Dataset entries:
***

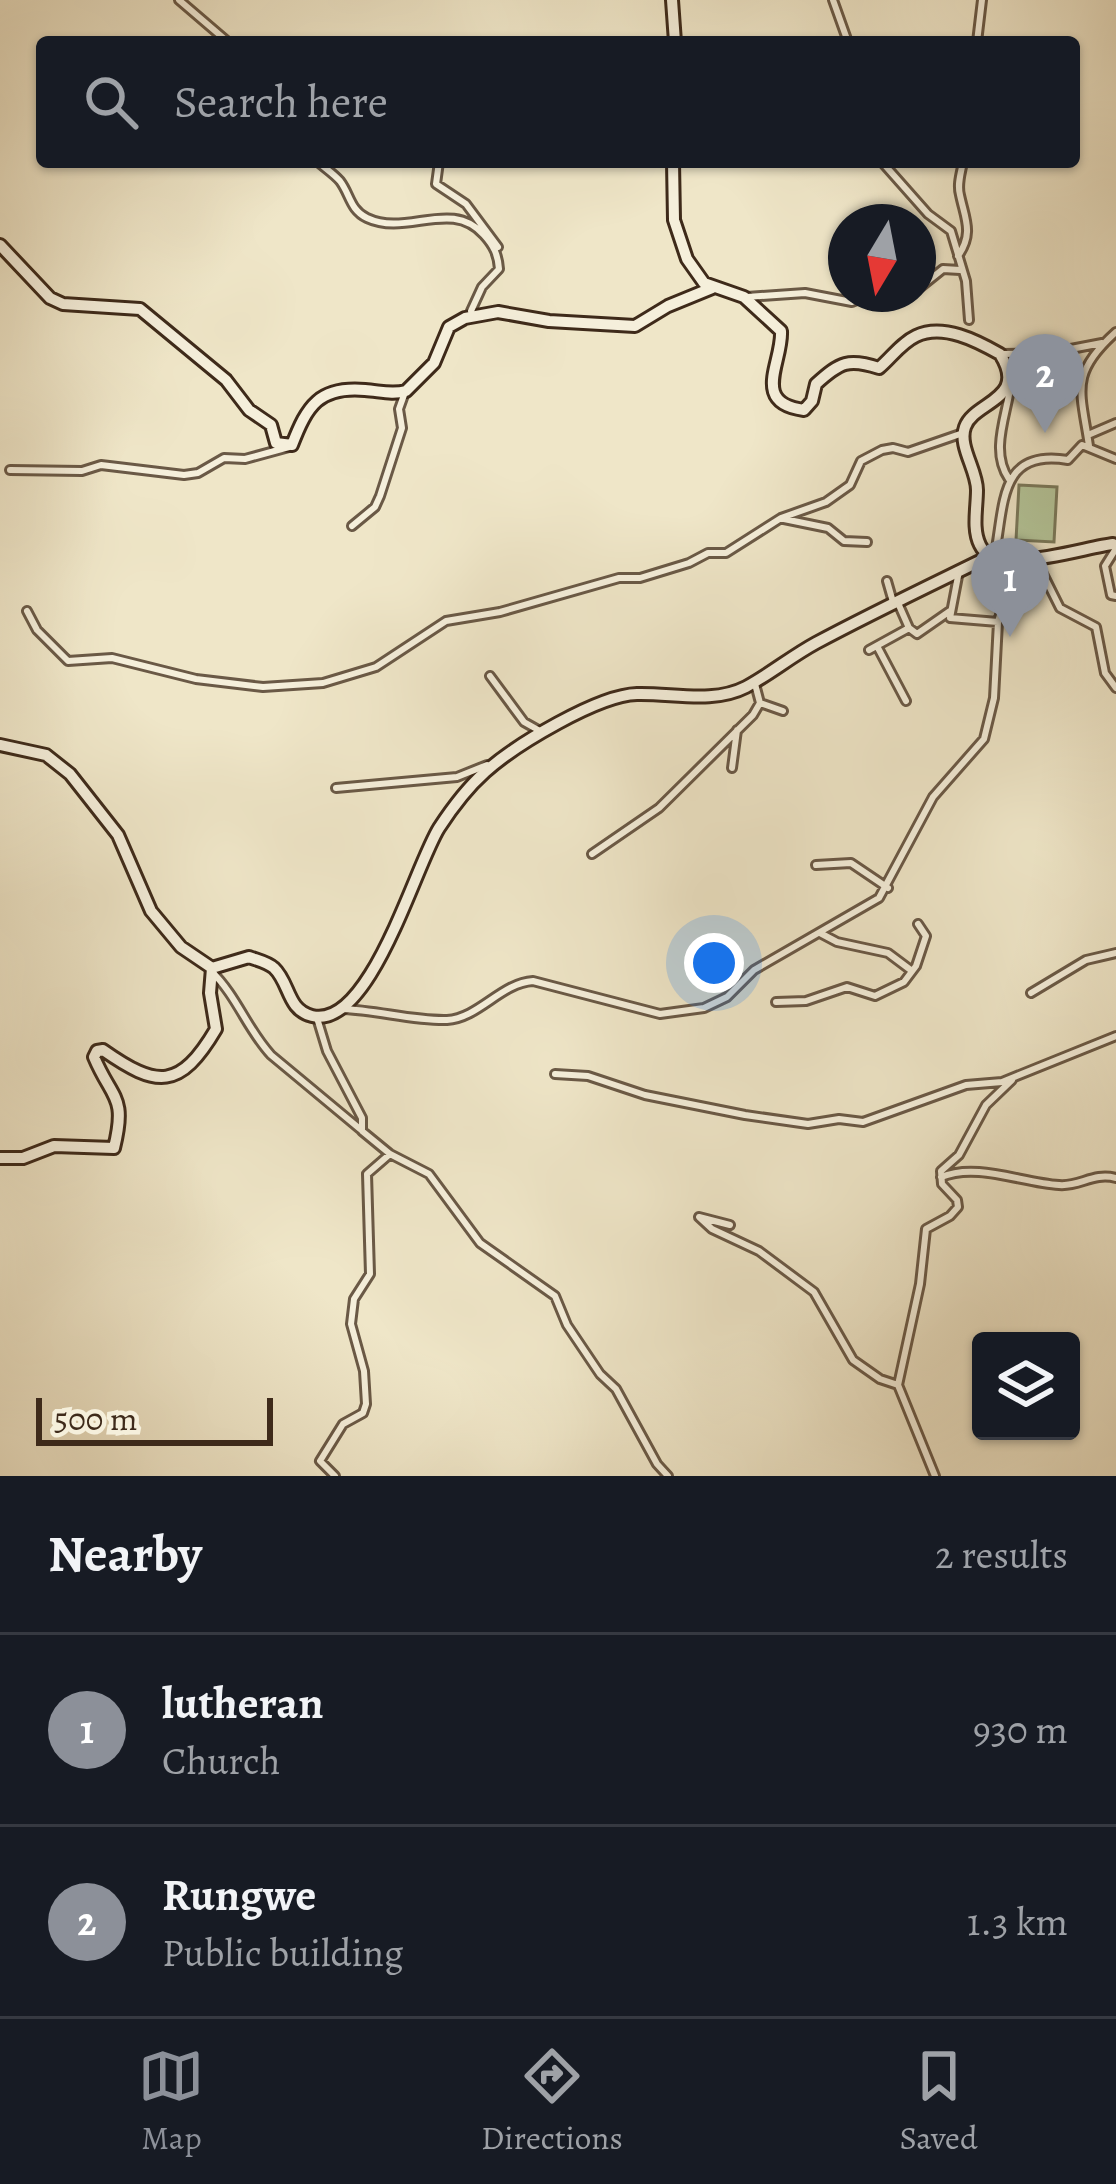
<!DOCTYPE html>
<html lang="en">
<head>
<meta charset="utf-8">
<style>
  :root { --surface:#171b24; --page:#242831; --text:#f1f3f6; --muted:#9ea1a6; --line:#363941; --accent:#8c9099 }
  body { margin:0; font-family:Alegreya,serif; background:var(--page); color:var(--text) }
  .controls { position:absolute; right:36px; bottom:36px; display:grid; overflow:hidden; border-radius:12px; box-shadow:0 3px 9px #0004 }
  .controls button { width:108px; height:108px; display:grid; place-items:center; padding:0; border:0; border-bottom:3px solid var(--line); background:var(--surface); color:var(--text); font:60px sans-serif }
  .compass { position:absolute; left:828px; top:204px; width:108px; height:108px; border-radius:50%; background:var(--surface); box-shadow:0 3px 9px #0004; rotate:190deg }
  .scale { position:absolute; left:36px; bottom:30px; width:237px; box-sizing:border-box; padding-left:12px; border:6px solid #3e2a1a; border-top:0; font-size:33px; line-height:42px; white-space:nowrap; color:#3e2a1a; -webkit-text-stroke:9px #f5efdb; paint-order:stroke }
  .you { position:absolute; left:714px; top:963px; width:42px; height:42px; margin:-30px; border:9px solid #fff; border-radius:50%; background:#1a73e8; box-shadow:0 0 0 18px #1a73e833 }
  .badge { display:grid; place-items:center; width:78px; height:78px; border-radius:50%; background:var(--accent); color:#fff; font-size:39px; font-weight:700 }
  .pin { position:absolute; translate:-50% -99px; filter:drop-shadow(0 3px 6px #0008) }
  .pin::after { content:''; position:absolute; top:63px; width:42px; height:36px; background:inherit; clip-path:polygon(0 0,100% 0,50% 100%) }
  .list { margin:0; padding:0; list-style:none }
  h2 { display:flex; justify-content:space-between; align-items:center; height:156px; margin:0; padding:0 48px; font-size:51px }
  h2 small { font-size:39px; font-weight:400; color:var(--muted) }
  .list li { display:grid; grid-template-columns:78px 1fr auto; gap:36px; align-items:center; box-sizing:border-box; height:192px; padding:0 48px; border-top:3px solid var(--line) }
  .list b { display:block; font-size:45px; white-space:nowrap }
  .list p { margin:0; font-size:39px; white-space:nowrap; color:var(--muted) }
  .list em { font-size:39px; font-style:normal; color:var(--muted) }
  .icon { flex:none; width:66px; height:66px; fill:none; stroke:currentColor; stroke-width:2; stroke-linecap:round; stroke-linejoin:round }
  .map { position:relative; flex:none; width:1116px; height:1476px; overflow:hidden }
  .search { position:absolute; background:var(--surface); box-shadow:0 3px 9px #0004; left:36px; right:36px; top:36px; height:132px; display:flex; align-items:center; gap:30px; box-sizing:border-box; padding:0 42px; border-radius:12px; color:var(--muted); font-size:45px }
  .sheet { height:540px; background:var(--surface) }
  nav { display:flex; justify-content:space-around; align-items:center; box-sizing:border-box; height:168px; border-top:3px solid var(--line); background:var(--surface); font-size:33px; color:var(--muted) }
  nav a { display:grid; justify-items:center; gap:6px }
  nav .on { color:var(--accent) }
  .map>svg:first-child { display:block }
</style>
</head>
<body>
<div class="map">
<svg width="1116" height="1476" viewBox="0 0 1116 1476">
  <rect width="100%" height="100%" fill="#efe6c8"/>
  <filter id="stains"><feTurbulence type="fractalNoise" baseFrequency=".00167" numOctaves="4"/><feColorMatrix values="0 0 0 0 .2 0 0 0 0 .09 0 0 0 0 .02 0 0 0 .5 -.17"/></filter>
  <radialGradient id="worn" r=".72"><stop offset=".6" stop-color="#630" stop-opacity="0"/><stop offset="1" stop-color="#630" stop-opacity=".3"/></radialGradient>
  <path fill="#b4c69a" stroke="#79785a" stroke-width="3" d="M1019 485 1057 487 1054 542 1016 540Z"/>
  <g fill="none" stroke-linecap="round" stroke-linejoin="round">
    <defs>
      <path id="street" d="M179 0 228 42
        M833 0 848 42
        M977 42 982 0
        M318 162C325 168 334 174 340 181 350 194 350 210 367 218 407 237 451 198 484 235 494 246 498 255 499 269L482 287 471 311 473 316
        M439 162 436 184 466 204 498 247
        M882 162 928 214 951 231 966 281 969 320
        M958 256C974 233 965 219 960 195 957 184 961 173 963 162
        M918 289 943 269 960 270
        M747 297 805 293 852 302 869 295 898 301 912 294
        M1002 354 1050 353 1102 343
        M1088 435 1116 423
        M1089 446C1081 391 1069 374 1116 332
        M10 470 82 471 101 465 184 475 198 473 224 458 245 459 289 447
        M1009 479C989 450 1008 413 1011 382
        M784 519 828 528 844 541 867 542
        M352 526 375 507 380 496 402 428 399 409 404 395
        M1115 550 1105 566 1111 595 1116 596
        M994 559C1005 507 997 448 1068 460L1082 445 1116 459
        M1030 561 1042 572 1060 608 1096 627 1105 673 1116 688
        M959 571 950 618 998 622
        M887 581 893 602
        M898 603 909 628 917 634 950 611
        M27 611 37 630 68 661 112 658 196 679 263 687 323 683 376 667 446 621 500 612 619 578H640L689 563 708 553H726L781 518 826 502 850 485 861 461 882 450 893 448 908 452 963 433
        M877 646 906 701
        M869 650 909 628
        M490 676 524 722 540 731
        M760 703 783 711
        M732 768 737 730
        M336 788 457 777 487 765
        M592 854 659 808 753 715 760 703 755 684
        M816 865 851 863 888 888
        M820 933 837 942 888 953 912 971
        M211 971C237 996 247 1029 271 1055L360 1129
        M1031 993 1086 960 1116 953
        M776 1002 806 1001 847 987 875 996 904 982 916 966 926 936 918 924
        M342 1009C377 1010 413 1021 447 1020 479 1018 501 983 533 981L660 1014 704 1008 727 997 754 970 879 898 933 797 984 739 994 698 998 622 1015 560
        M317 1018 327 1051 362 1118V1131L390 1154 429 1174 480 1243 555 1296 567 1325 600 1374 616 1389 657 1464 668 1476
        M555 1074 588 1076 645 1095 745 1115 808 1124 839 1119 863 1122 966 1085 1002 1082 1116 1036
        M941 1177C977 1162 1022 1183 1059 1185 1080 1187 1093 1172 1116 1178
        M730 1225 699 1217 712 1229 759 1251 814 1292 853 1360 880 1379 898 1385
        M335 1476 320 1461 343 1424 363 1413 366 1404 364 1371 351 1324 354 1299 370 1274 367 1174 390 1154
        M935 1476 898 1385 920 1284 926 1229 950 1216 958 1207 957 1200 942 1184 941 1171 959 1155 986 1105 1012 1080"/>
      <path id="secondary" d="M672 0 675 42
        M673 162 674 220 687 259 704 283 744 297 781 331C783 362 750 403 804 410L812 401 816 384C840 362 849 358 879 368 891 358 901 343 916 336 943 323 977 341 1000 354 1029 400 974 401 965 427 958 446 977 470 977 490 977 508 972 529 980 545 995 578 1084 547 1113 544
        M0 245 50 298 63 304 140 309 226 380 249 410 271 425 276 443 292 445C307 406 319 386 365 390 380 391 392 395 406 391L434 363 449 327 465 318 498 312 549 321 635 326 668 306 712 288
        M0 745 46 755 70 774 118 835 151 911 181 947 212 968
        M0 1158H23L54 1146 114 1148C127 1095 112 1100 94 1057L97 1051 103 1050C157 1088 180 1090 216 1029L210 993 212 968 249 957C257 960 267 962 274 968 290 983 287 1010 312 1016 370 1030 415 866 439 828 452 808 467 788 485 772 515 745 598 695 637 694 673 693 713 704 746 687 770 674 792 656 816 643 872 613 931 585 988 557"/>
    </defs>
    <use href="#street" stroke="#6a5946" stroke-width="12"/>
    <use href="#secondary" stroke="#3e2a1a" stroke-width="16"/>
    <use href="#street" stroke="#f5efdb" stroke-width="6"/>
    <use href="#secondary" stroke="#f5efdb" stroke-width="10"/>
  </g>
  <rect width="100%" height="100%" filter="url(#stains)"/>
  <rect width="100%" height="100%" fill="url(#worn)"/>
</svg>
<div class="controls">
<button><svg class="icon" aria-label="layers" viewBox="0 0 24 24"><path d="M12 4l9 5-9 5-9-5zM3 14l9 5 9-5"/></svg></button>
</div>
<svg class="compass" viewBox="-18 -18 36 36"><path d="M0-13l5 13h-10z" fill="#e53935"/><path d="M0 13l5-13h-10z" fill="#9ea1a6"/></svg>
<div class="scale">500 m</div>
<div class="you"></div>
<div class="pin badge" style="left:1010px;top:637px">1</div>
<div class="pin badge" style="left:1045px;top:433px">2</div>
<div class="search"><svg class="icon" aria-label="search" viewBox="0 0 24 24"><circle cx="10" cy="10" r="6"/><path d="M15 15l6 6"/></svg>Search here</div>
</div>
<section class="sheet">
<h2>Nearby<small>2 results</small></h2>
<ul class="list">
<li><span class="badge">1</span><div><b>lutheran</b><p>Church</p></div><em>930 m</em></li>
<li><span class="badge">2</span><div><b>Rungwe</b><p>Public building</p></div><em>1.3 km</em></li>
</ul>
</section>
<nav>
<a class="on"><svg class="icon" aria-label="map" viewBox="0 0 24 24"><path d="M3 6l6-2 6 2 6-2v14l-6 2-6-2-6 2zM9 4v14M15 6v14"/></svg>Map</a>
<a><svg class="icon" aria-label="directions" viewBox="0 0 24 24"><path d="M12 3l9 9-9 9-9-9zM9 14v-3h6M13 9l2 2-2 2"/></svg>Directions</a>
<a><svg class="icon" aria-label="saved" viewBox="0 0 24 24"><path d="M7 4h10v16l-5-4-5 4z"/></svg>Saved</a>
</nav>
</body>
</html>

***

WHAT YOU HAVE TO DO
Your answer should be the lines above from the one containing "M342 1009C377 1010" through the one containing "M730 1225 699", copied exactly and with both ends kept.

TASK RESULT
        M342 1009C377 1010 413 1021 447 1020 479 1018 501 983 533 981L660 1014 704 1008 727 997 754 970 879 898 933 797 984 739 994 698 998 622 1015 560
        M317 1018 327 1051 362 1118V1131L390 1154 429 1174 480 1243 555 1296 567 1325 600 1374 616 1389 657 1464 668 1476
        M555 1074 588 1076 645 1095 745 1115 808 1124 839 1119 863 1122 966 1085 1002 1082 1116 1036
        M941 1177C977 1162 1022 1183 1059 1185 1080 1187 1093 1172 1116 1178
        M730 1225 699 1217 712 1229 759 1251 814 1292 853 1360 880 1379 898 1385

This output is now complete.